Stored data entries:
++++++

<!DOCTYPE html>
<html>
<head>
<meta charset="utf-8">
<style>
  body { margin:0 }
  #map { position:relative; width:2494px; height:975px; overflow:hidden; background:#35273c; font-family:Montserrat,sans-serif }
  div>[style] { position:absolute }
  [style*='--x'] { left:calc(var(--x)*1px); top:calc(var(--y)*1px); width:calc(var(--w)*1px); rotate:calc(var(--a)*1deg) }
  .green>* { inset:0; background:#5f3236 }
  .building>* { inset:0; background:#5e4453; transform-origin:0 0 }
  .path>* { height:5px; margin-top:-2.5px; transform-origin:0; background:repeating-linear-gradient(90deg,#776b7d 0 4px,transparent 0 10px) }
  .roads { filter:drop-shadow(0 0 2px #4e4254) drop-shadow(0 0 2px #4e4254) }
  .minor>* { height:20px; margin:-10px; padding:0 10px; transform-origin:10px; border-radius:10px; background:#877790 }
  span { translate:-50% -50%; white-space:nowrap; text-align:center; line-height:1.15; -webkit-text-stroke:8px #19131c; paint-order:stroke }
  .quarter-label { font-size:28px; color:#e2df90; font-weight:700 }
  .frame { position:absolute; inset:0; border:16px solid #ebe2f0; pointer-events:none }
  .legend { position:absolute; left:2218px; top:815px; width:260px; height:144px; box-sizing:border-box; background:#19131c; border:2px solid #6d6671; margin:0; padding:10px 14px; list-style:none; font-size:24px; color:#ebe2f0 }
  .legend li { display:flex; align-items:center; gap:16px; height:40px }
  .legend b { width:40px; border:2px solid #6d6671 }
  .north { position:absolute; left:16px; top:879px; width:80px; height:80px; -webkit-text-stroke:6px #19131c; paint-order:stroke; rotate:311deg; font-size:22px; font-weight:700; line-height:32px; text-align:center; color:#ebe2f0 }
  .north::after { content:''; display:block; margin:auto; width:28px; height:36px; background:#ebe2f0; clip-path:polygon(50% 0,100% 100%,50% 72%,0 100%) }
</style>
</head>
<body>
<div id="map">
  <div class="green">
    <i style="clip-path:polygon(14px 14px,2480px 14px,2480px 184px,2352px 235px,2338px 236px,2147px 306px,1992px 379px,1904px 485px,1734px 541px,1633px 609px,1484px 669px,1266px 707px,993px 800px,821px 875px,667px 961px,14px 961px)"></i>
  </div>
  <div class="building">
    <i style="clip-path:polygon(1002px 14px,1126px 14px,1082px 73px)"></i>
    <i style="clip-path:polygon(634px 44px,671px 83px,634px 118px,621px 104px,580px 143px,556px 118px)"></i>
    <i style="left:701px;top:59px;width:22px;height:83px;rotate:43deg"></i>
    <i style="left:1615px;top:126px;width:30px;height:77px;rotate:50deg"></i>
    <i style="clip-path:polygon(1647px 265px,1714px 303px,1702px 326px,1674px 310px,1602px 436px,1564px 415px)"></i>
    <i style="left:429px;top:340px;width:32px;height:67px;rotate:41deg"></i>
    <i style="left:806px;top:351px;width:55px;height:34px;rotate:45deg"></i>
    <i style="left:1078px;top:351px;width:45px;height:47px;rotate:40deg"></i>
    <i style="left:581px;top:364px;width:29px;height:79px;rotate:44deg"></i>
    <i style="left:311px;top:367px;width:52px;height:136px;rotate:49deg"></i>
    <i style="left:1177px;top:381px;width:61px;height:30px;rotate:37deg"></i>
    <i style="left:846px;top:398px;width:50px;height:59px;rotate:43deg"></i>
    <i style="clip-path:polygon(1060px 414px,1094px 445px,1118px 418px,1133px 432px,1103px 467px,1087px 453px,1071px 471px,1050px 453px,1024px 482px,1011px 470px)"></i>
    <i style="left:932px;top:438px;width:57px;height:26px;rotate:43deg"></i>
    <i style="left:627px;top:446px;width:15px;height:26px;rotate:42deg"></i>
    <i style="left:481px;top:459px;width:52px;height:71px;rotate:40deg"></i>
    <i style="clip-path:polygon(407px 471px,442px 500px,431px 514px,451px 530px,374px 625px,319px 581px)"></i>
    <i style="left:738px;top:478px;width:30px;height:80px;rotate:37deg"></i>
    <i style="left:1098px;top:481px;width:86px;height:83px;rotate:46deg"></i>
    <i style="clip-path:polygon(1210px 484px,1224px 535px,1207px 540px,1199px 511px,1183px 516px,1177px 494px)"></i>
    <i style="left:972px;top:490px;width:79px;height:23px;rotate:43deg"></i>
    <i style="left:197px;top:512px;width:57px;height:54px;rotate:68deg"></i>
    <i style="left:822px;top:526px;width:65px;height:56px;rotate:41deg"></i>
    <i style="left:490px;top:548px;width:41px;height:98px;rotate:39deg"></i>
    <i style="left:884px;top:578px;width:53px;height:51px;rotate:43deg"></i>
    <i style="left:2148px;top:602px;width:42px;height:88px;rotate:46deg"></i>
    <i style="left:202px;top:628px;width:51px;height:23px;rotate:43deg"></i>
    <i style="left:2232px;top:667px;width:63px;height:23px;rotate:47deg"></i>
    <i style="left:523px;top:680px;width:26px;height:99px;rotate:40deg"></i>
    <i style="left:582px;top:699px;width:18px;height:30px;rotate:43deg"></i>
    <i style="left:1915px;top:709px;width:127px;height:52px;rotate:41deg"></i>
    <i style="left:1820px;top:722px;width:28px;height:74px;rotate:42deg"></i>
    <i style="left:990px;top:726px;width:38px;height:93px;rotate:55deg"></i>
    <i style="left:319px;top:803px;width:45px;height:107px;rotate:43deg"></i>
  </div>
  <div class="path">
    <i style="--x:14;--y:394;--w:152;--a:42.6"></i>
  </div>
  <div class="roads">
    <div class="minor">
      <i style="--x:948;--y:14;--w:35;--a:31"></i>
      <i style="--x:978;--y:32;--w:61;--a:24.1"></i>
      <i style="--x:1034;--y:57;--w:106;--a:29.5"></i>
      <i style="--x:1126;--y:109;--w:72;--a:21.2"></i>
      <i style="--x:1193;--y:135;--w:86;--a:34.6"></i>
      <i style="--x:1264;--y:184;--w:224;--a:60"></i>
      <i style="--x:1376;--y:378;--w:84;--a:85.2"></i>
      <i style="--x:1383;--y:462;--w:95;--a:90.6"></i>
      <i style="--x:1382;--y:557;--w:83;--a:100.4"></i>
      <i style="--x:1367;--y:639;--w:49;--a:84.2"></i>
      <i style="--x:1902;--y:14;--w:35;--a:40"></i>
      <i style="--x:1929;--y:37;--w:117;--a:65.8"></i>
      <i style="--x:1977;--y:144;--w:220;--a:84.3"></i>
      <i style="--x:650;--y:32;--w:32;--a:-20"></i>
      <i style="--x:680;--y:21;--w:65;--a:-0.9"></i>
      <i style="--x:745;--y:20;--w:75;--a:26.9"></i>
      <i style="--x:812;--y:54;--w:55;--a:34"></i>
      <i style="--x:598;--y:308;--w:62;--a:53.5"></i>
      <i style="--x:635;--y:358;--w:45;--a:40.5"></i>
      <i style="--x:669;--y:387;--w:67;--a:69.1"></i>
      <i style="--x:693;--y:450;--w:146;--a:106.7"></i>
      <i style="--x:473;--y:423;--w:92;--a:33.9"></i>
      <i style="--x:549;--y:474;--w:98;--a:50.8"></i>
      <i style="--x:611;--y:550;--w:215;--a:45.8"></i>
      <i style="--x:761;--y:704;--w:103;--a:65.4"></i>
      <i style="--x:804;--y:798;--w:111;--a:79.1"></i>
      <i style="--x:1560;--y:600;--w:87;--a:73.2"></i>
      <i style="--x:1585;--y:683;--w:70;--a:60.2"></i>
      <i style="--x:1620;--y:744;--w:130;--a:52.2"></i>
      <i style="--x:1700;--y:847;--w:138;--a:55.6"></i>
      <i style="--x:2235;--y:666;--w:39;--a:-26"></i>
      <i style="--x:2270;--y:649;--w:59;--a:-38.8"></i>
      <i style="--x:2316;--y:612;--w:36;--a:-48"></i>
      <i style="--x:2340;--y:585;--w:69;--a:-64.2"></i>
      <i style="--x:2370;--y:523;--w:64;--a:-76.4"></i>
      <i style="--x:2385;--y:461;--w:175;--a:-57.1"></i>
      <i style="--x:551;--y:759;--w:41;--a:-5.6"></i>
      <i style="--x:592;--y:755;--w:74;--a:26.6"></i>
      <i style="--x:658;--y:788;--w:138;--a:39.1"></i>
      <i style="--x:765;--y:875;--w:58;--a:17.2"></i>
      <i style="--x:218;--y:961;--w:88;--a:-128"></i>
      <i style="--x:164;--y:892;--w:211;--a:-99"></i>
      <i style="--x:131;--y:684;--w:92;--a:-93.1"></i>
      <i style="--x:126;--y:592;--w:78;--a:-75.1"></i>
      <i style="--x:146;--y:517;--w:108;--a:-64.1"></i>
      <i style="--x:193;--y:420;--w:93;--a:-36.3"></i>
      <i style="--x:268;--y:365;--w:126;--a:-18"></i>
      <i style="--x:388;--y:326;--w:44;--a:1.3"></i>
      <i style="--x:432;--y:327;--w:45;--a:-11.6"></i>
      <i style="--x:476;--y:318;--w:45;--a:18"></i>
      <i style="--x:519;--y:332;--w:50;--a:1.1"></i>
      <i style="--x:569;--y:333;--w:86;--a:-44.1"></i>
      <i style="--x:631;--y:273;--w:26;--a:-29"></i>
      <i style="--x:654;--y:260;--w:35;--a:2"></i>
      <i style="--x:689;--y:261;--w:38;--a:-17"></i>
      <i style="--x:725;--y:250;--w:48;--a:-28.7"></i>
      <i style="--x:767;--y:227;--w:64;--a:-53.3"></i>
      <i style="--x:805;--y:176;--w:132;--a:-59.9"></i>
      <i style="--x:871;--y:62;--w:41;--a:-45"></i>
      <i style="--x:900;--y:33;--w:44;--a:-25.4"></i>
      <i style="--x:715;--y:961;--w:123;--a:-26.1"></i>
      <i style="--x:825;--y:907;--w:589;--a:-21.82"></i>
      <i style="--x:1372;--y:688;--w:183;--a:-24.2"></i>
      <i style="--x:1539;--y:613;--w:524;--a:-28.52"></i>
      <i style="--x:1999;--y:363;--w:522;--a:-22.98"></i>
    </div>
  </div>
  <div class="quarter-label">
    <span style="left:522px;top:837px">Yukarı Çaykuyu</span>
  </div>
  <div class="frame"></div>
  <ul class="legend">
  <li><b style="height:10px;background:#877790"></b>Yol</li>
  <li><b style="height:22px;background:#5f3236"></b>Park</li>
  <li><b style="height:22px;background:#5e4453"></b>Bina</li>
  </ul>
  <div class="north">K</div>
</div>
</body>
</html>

++++++

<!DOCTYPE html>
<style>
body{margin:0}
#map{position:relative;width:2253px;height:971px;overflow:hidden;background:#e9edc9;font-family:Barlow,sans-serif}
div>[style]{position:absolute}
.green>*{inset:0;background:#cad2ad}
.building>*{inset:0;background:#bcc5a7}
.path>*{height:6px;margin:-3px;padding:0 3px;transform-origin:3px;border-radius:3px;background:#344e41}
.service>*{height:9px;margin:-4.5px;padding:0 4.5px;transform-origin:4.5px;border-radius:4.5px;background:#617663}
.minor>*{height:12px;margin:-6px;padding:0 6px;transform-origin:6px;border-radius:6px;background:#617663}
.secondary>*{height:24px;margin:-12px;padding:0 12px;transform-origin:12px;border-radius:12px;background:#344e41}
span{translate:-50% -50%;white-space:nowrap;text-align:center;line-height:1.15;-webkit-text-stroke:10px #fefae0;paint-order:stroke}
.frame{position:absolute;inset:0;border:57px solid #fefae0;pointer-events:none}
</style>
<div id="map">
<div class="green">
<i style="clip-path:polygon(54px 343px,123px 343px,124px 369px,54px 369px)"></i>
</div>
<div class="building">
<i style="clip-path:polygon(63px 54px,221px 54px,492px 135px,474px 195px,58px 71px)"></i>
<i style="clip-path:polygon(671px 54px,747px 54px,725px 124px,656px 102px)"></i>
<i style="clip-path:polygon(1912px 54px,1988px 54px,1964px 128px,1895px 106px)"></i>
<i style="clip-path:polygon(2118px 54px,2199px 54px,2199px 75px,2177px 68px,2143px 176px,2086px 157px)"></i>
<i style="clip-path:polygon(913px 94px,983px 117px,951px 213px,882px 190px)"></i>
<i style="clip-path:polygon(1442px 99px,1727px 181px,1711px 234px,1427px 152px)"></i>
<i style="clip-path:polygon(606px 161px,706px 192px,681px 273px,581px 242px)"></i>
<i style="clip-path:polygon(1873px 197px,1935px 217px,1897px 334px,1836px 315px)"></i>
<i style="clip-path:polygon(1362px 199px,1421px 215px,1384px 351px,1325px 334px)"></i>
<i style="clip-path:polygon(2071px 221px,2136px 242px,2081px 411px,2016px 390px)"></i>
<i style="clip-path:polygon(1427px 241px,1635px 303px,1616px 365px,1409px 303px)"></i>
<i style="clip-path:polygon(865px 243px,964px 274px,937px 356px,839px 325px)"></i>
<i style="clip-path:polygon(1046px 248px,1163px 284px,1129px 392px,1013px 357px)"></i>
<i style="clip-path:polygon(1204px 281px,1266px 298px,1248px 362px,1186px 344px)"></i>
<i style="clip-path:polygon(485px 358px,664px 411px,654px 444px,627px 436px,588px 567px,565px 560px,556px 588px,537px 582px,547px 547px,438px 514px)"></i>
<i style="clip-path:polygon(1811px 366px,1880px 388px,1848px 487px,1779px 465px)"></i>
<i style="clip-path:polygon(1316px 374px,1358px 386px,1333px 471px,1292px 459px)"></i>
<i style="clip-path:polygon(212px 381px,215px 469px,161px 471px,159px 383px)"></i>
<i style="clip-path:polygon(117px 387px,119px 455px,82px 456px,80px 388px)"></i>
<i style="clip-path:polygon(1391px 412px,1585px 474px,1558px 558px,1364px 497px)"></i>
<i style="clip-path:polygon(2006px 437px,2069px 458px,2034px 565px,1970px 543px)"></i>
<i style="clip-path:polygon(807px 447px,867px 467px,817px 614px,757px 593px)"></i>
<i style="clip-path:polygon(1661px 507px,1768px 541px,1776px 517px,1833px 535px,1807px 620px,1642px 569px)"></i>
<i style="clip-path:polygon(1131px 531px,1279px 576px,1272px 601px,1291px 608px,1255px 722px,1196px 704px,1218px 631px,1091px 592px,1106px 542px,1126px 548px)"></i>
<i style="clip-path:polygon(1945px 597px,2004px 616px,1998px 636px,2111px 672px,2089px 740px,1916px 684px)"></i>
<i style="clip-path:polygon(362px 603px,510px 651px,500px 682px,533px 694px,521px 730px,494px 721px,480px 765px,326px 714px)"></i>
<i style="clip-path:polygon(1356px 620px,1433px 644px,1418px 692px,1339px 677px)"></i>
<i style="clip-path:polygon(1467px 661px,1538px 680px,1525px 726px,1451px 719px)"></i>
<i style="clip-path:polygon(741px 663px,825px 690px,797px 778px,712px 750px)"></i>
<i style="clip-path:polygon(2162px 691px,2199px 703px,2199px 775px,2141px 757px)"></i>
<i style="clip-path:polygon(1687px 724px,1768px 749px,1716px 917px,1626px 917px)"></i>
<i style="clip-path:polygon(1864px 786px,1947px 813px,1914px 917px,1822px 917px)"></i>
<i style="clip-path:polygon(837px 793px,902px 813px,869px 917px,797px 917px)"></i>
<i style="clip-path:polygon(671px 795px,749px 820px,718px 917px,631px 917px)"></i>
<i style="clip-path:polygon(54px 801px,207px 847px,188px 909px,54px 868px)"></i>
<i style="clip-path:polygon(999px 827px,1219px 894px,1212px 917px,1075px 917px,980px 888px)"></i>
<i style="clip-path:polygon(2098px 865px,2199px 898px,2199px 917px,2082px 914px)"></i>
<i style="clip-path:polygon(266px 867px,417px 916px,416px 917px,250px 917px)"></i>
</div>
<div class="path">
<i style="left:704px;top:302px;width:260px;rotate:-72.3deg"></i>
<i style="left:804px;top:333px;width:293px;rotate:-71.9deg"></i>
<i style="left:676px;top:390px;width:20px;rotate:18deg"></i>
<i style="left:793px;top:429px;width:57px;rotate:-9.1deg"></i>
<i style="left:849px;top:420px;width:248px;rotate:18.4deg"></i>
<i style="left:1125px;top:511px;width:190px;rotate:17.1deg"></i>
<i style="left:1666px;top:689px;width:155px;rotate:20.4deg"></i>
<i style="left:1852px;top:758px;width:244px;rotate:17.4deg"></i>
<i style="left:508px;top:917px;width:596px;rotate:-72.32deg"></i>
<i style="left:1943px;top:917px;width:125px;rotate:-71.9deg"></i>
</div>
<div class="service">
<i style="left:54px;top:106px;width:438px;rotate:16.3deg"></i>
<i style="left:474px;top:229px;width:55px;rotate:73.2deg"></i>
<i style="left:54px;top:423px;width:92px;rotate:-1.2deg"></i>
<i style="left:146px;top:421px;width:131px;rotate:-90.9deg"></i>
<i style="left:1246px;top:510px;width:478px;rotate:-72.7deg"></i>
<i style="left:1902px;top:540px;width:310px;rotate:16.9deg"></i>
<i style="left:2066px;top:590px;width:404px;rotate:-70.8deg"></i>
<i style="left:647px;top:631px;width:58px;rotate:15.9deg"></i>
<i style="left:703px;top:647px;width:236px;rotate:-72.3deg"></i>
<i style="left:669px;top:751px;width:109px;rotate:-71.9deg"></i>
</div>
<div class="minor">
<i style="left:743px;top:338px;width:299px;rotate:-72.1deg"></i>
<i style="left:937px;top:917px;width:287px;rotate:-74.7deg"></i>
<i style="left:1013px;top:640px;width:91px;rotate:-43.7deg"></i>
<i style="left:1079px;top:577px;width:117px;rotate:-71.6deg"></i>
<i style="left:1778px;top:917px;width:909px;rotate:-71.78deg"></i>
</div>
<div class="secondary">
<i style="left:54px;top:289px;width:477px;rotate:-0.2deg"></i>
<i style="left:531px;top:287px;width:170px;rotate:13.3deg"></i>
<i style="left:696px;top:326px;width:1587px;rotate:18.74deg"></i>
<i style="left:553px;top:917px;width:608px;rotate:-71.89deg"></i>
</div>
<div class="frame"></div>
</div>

++++++

- **PROBLEM TO SOLVE**: Lines that hold the word "body" are the ones to copy from the entries above.

- **WRITTEN RESPONSE**:
  body { margin:0 }
<body>
</body>
body{margin:0}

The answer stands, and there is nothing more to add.